At its GitHub Universe event, GitHub today unveiled a bevy of updates to its cloud service, including a forthcoming set of migration tools. The tools will automate migrations from legacy continuous integration/continuous delivery (CI/CD) platform to GitHub Actions.
GitHub Actions Importer is already being used by a small group of enterprise IT organizations to migrate workflows and template the GitHub CI/CD platform.
Damian Brady, senior manager for developer advocacy at GitHub, told conference attendees that these free tools will become more broadly available in 2023. GitHub Actions Importer will be distributed as a Docker container that manifests itself as an extension of the GitHub command line interface (CLI).
One of the biggest challenges the company has faced in driving adoption of its platforms is that many DevOps teams don’t want to rebuild the templates and workflows they are already using on their existing CI/CD platform, he noted.
Other GitHub Actions extensions include native integration with software development tools for building internet-of-things (IoT) applications and support for personal access tokens (PATs) that enable more granular control over permissions and repository access.
Other security capabilities include expanded access to audit log events in the enterprise edition of GitHub, an ability for maintainers of open source repositories to privately share vulnerability reports and support for Ruby as one of the programming languages now supported by a CodeQL tool for discovering vulnerabilities.
Additional extensions to existing services for developers also were previewed, including an ability to interact with the GitHub Copilot tool for automating code writing using voice commands.
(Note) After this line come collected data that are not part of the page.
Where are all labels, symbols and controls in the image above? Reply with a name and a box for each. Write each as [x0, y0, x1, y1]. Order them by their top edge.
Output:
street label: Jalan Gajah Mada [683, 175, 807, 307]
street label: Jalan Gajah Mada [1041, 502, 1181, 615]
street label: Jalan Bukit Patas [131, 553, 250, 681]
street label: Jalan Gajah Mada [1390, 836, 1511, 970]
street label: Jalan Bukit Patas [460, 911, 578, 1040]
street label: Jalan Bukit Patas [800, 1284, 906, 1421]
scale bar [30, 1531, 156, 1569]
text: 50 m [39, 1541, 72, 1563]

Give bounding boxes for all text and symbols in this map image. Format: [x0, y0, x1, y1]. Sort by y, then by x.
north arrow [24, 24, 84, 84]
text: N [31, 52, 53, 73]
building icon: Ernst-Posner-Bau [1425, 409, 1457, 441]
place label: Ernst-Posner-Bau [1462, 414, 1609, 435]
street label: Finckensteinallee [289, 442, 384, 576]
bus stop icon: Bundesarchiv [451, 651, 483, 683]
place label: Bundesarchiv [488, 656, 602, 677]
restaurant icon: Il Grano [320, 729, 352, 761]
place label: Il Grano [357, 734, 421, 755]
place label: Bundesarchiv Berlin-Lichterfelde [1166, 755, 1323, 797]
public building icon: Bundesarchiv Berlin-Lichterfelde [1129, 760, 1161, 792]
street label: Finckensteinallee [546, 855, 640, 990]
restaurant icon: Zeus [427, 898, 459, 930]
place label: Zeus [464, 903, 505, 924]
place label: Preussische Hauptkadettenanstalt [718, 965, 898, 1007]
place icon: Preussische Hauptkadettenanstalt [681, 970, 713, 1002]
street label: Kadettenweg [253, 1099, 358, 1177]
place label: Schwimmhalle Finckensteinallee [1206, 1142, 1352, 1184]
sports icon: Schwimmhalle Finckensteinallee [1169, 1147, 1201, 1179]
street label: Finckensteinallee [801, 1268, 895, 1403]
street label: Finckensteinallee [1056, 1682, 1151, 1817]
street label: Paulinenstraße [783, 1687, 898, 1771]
Dubbed “Hey, GitHub!” the tool is available as an experiment being advanced by the GitHub Next research team.
Finally, the company previewed enhancements to code search-and-view capabilities in the Codespaces tool that will now be made available for free for up to 60 hours per month to developers.
GitHub claims its CI/CD platform is now being used to process 10 million builds a day, most of which are employing code accessed via its repository. It’s not clear how that compares to other CI/CD platforms, but it’s apparent the GitHub Actions CI/CD platform has gained a significant amount of traction as GitHub continues to make a case for creating tighter integrations between its repository and CI/CD platform. GitHub is also clearly signaling it will spend a lot more time wooing organizations that already have a legacy CI/CD platform installed.
In the meantime, the next era of DevOps has arrived as workloads become both more complex to build and deploy across highly distributed computing environments. Many of the CI/CD platforms that organizations deployed are now straining under the weight of multiple customizations and extensions that have been made over the years. Each DevOps teams will need to decide whether maintaining those platforms makes the most technical and economic sense or if they should migrate to a more modern platform.
Regardless of what they decide, one thing that is certain is that DevOps teams won’t be getting larger, so the need to invest in higher levels of automation has become pressing.